_Extracted records_
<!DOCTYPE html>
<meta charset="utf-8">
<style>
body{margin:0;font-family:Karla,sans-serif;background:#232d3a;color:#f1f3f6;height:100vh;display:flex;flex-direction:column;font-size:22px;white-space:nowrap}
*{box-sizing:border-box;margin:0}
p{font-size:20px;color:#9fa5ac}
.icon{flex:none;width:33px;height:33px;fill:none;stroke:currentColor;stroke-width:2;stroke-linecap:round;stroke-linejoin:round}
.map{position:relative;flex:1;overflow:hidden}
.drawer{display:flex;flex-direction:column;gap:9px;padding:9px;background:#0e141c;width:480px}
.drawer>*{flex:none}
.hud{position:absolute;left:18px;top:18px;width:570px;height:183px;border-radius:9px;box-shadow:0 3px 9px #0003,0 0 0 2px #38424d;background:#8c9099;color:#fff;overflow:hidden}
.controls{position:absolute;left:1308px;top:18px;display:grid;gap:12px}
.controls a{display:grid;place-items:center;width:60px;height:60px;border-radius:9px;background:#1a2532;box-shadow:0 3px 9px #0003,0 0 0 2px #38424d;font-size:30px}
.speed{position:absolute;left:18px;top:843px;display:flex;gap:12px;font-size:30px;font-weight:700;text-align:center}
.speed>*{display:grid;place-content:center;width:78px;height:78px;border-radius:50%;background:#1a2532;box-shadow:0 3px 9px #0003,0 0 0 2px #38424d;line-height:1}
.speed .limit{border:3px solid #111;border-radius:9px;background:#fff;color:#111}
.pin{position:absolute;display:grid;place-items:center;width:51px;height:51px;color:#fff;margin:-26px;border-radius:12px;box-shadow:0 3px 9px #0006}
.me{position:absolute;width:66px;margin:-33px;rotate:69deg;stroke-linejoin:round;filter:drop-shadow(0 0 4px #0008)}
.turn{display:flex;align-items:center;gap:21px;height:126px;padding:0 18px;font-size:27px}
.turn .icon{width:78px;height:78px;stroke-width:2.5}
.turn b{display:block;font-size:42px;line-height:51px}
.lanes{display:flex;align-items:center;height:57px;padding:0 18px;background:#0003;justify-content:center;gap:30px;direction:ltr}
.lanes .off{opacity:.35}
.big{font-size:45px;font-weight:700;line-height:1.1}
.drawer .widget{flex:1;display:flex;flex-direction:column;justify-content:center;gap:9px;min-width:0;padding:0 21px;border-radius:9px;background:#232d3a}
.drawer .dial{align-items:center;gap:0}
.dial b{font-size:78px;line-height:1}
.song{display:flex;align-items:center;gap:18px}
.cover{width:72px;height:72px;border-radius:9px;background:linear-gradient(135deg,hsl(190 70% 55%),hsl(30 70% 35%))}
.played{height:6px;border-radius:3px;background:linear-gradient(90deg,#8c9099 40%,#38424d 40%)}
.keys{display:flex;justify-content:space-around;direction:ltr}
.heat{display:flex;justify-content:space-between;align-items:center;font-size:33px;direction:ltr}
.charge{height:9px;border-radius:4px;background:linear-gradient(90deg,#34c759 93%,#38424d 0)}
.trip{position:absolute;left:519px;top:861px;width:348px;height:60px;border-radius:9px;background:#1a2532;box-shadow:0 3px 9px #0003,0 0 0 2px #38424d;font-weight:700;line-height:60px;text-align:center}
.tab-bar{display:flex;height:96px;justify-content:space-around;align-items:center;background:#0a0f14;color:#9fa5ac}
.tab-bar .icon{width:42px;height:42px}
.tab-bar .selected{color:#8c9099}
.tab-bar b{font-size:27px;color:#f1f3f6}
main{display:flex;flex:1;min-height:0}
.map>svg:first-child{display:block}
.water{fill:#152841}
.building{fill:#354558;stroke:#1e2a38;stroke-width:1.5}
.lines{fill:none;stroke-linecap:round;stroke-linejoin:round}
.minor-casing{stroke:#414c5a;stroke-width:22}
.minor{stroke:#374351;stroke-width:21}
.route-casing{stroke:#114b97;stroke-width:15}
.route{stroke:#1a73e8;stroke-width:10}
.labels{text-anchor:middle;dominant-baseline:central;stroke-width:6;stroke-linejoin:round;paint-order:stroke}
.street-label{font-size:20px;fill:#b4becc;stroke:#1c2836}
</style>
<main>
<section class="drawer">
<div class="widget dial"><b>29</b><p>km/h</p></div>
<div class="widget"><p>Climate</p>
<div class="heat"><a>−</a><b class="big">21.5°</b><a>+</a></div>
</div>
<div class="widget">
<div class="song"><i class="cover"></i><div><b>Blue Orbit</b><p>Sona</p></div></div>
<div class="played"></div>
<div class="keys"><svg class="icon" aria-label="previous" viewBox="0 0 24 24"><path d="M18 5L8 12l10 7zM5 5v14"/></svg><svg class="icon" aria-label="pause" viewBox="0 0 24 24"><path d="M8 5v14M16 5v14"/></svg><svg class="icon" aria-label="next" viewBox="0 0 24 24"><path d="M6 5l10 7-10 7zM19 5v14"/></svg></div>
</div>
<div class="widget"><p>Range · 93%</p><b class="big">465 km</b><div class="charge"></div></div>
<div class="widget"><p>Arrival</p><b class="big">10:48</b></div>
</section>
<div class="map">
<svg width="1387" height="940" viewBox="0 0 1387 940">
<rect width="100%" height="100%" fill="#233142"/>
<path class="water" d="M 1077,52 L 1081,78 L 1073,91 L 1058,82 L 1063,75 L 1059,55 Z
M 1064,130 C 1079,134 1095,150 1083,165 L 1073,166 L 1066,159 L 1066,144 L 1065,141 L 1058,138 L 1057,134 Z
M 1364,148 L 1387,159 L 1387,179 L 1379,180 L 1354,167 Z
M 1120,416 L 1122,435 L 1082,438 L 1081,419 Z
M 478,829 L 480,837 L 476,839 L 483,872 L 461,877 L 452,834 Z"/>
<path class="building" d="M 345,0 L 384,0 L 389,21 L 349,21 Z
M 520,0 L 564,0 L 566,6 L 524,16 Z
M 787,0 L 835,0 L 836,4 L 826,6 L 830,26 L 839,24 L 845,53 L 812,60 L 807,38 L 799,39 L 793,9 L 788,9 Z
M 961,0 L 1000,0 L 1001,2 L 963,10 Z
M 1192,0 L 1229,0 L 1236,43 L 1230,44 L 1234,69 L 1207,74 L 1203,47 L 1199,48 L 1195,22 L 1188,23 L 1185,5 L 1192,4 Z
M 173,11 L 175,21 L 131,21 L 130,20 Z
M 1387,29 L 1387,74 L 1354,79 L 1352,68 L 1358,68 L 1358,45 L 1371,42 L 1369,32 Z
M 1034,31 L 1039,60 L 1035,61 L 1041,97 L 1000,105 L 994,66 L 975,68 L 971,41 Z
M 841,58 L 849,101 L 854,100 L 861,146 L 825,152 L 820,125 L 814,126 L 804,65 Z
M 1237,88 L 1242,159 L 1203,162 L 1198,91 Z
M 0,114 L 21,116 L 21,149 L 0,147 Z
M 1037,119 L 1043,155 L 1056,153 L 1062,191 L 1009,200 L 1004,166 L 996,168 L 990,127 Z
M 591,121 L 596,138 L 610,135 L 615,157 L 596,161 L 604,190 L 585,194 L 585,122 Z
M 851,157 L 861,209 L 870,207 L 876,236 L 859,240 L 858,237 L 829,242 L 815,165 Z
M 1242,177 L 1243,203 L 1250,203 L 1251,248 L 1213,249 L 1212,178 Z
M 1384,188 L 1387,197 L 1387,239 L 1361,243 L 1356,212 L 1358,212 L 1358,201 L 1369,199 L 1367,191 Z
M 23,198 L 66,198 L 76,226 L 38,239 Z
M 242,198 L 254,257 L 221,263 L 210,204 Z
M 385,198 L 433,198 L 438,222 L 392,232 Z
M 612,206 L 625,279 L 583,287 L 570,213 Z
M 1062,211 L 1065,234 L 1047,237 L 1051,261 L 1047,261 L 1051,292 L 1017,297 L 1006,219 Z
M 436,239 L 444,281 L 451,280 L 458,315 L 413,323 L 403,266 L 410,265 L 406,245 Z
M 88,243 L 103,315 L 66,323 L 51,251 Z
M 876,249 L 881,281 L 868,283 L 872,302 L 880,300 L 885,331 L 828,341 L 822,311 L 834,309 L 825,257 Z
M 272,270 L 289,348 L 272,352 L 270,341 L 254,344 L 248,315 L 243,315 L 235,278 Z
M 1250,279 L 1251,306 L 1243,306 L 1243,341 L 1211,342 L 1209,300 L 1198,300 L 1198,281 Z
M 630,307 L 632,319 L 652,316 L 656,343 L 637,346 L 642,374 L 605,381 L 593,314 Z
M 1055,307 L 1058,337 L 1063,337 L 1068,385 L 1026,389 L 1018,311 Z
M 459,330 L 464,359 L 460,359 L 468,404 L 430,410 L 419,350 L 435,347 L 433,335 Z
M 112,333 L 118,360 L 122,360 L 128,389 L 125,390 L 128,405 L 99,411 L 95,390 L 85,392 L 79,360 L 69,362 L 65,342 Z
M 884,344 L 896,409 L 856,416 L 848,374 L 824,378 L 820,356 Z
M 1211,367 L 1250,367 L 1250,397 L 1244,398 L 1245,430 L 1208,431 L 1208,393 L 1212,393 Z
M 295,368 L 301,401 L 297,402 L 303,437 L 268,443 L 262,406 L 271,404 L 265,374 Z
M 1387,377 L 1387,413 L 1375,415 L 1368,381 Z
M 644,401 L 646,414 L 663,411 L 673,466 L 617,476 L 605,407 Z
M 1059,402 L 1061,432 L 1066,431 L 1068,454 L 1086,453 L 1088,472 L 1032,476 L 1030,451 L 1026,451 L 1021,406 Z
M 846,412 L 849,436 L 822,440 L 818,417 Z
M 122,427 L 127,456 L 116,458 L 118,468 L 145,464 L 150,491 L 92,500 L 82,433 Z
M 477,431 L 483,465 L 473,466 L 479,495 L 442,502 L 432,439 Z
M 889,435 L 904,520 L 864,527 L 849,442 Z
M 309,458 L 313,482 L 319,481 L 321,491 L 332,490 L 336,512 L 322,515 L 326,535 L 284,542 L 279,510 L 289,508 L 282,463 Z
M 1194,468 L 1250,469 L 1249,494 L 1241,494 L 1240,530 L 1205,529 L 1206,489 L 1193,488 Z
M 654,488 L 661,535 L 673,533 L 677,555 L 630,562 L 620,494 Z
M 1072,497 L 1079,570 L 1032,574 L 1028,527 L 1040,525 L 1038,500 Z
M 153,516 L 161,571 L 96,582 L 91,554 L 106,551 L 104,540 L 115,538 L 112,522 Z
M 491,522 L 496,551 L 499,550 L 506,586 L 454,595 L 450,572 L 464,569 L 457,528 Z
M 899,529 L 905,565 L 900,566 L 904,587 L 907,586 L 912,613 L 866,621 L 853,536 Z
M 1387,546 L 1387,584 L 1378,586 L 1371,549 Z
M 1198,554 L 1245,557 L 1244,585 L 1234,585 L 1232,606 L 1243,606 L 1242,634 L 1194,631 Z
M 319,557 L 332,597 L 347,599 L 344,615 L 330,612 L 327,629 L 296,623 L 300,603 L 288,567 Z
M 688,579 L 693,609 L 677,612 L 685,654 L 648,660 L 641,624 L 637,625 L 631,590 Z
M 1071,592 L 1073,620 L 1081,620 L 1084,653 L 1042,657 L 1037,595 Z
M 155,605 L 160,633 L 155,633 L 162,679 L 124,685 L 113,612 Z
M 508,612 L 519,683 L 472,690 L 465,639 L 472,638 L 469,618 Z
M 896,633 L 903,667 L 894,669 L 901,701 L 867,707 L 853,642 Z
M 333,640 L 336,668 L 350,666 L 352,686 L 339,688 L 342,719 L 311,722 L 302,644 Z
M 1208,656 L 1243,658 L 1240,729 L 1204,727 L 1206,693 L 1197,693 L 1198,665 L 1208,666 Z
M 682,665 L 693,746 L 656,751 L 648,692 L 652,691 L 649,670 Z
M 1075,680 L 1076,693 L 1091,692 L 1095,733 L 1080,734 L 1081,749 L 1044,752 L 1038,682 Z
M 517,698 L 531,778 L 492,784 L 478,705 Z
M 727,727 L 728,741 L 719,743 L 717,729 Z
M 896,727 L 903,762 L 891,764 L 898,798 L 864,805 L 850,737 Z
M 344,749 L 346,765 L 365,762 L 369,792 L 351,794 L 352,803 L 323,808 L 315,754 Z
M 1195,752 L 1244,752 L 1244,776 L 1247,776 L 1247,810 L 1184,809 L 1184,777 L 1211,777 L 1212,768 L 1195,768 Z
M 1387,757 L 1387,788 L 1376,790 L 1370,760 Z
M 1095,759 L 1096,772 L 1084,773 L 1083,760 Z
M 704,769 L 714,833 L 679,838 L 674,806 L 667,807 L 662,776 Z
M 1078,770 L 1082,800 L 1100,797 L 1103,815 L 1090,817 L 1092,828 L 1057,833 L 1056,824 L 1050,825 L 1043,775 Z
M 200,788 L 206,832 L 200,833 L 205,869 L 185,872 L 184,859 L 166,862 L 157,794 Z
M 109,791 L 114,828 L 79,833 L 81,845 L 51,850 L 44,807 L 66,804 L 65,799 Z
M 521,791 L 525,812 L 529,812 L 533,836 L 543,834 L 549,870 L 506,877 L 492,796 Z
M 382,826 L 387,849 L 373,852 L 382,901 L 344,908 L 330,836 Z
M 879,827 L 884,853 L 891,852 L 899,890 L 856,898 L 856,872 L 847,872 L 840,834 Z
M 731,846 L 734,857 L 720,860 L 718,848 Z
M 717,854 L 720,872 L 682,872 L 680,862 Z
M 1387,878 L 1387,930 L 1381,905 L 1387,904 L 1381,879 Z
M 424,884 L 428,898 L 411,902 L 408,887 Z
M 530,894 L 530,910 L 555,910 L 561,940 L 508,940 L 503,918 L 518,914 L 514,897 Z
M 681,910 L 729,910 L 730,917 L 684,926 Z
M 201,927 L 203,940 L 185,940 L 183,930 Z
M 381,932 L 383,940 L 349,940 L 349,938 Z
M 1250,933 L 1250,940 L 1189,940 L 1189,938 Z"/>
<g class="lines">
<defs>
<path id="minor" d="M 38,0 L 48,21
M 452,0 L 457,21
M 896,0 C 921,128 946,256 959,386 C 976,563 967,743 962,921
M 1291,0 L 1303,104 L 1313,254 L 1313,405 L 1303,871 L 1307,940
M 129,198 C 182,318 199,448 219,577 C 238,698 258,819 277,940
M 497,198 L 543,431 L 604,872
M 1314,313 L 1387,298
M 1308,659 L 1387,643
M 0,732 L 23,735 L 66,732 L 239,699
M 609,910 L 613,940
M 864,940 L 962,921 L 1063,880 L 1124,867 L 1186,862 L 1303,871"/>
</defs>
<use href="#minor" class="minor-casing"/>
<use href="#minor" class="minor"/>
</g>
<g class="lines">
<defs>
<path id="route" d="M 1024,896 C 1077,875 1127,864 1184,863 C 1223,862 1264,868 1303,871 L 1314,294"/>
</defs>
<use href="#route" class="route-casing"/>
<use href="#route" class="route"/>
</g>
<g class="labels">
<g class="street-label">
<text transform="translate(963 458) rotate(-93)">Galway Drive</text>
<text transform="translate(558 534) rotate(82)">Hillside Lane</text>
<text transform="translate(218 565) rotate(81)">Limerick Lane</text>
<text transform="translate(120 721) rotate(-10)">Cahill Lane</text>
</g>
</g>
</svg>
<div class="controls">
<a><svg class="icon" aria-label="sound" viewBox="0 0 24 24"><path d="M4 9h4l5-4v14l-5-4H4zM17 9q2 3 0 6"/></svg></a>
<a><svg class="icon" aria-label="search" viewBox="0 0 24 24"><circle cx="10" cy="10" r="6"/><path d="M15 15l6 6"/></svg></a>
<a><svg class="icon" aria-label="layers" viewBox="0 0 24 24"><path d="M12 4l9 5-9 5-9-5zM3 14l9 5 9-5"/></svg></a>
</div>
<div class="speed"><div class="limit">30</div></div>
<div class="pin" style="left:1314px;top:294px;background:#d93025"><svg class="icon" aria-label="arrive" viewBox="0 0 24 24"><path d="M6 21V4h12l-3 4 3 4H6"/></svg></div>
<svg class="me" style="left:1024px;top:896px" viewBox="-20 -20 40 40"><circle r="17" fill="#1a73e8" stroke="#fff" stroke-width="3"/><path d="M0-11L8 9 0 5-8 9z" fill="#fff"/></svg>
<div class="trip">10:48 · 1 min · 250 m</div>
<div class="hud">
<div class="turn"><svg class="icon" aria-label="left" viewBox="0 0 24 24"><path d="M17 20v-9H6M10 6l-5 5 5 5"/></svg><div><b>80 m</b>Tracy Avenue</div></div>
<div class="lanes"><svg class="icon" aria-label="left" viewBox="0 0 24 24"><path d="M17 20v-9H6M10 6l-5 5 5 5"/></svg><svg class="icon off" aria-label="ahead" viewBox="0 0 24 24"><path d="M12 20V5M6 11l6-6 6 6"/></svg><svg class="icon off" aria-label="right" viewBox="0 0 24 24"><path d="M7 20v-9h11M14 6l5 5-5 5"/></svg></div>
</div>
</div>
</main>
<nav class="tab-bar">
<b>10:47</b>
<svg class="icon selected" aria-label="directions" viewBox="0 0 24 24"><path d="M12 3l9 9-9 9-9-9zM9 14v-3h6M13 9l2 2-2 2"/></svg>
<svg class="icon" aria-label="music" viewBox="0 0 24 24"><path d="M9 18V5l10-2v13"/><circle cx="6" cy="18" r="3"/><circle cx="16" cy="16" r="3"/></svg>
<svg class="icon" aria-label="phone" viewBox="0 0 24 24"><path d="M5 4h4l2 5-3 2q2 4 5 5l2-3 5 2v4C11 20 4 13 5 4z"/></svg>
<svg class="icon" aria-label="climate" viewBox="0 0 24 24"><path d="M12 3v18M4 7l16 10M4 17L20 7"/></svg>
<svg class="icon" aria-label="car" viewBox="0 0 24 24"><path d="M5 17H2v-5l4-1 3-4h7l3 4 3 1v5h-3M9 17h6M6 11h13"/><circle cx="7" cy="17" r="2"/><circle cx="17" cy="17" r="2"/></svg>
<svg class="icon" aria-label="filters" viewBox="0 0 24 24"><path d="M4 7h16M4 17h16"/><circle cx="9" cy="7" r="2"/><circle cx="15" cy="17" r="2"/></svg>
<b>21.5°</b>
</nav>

_Task goal_
Figure out how many lines of the material include "translate", then reply with the count alone.

_Finished task_
4